Hadoop Data Platform (HDP)

Hadoop is an open-source solution that provides storage and computing facilities for processing large-scale data in clusters. EPAM Cloud Hadoop service can be used by developers to test and debug their Hadoop jobs before running them on production.

EPAM Cloud Hadoop Data Platform Service is based on Hortonworks Hadoop Distribution v.2.

Have a Question?

The current page gives the general information on the service and the main workflows. However, while working with the services, our users encounter new questions they need assistance with. The most frequently asked questions on EPAM Cloud Services are gathered on the Cloud Services FAQ page.
Visit the page to check whether we have a ready answer for your question.

Related CLI Commands

The table below provides the list of service-related commands and their descriptions:

Command Short Command Description
or2-manage-service ...
-s hadoop -a -l slaves -h shape
or2ms Starts the service in the specified project and region
or2-describe-hadoop or2dh Gives the list, the states, and the DNS names of existing Hadoop resources.
or2-manage-hadoop or2mh Creates and removes Hadoop resources

Further on this page, you can find the examples of the commands usage for Hadoop Service manipulation.

Service Activation

To start the Hadoop service, run the or2-manage-service (or2ms) command with --activate (-a), --service-name (-s) hadoop and other necessary flags:

or2ms -p project -r region -a -s Hadoop -l slaves -h -shape

where:

  • -l (--hadoop-slave-count) specifies the number of Hadoop slave machines that will be run (1 by default, if the property is not specified)
  • -h (--shape) specifies the instance shape for Hadoop slave machines (MEDIUM by default, if the property is not specified)

You can also use the -k (--key-name) option to specify the SSH key for all the created resources.

The service when activated, by default starts the following virtual machines:

VM Role OS Shape Number
Hadoop Client Ubuntu 12.04 x64 SMALL 1
Hadoop Resource Manager Ubuntu 12.04 x64 MEDIUM 1
Hadoop Name Node Ubuntu 12.04 x64 MEDIUM 1
Hadoop Slave Ubuntu 12.04 x64 MEDIUM
(alterable with -h parameter)
1
(alterable with -l parameter)

To check whether Hadoop has started properly, you should login to the client and run a test job.
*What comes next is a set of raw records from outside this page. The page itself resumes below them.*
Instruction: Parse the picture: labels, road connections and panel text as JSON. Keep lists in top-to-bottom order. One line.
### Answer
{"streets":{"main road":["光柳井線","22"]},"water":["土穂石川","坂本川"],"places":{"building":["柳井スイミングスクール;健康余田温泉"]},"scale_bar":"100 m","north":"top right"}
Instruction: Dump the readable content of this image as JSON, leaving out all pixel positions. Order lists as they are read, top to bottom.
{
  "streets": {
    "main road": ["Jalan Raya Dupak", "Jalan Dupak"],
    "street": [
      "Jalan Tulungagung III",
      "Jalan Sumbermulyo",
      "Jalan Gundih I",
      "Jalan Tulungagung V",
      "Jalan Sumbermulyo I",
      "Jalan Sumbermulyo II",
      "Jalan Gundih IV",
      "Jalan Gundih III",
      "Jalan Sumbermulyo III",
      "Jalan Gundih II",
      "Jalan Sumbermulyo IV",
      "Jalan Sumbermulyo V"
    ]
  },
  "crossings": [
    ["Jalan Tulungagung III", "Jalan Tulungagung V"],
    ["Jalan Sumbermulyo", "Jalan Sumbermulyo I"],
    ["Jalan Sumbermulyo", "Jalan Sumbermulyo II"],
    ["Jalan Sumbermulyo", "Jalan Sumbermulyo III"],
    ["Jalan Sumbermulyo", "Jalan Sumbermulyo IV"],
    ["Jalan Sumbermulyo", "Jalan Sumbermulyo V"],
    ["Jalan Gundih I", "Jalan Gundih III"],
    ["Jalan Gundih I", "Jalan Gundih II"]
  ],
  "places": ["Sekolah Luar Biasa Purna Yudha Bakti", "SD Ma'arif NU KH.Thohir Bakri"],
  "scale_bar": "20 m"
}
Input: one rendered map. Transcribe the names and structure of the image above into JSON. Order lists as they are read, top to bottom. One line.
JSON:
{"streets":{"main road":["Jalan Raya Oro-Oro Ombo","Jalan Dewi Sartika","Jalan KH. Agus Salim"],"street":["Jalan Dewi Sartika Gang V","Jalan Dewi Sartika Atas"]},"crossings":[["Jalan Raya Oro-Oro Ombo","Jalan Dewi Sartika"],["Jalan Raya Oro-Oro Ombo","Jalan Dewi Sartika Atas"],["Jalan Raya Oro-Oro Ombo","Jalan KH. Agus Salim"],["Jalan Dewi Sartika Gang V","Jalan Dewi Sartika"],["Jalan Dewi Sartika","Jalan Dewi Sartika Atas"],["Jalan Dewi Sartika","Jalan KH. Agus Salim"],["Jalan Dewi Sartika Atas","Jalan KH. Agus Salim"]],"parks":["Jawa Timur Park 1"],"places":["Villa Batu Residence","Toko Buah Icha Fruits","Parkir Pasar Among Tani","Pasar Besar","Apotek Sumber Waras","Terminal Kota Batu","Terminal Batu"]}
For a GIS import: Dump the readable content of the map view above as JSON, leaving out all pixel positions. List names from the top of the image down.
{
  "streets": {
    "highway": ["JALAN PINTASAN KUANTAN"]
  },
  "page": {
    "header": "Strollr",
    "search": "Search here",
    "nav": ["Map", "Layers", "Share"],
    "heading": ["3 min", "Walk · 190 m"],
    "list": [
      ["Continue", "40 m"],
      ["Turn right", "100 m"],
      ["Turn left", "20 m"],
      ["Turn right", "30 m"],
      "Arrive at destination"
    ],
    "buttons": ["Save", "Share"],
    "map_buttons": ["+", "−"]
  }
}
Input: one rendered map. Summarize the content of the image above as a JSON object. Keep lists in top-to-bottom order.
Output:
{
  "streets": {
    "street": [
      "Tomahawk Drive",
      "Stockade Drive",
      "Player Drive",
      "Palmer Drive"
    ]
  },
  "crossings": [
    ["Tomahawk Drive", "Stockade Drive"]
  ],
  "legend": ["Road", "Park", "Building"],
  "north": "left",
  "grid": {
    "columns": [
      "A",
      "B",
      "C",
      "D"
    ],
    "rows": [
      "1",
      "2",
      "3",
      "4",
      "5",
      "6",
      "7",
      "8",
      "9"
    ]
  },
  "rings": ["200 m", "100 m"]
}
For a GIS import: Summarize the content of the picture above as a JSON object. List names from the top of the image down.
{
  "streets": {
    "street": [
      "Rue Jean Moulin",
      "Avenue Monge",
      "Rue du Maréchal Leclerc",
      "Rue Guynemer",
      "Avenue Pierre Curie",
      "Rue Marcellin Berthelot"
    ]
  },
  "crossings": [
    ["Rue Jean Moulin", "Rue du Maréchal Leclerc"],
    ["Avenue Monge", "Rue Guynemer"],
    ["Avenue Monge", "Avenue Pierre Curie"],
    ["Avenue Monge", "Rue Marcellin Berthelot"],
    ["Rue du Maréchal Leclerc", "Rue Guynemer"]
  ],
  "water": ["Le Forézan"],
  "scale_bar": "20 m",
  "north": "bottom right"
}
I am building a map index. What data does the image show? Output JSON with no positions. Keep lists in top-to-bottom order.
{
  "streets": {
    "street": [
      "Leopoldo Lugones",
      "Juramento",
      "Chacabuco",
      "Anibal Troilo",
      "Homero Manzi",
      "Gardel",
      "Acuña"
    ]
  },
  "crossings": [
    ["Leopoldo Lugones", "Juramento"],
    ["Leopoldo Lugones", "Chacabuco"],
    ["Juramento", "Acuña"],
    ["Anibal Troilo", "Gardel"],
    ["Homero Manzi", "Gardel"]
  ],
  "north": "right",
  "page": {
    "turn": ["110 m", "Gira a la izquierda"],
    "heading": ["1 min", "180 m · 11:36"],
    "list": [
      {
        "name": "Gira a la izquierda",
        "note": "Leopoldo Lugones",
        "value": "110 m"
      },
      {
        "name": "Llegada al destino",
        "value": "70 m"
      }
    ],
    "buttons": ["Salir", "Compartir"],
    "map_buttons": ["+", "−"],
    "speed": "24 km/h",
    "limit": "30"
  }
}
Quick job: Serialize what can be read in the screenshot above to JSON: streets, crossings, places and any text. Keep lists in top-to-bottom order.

The cluster is ready to work if the test job is performed without issues.

Each project can have only one Hadoop service activated for the region, but the service can include several Hadoop clients, each responsible for its own job. For more details on new Hadoop resources creation, see the Manipulating Slaves and Clients section.

Retrieving Hadoop Data Platform Info

EPAM Orchestrator supports the following commands for Log service manipulations:

To see the list, the states and the DNS names of Hadoop resources, run the or2-describe-hadoop (or2dh) command:

or2dh -p project -r region

You can also use the or2-describe-services (or2dser) command with the -s Hadoop flag to find the Hadoop client DNS.

Running Jobs

To run a Hadoop job, you have to connect to the Hadoop Client you want to use. To connect, use the DNS name retrieved by the or2dh command and the following credentials:

  • User: hdfs
  • Password: user

When connected to the Client, run the following command on it:

hadoop jar job_path [job parameters]

Where:

  • job_path stands for the path to the .jar file describing the Hadoop job
  • job_parameters stands for the list of the parameters that can be accepted by the current job

Each Hadoop client has a set of pre-installed demo jobs you can run to check how the service works. For example, the command below will call the job with a program that is intended to calculate the Pi number:

hadoop jar /usr/lib/hadoop-mapreduce/hadoop-mapreduce-examples-2.4.0.2.1.5.0-695.jar pi 10 20

Here,

  • pi specifies the name of a valid program available within the specified job
  • 10 stands for an integer specifying the number of mappings
  • 20 stands for an integer specifying the number of samples per map.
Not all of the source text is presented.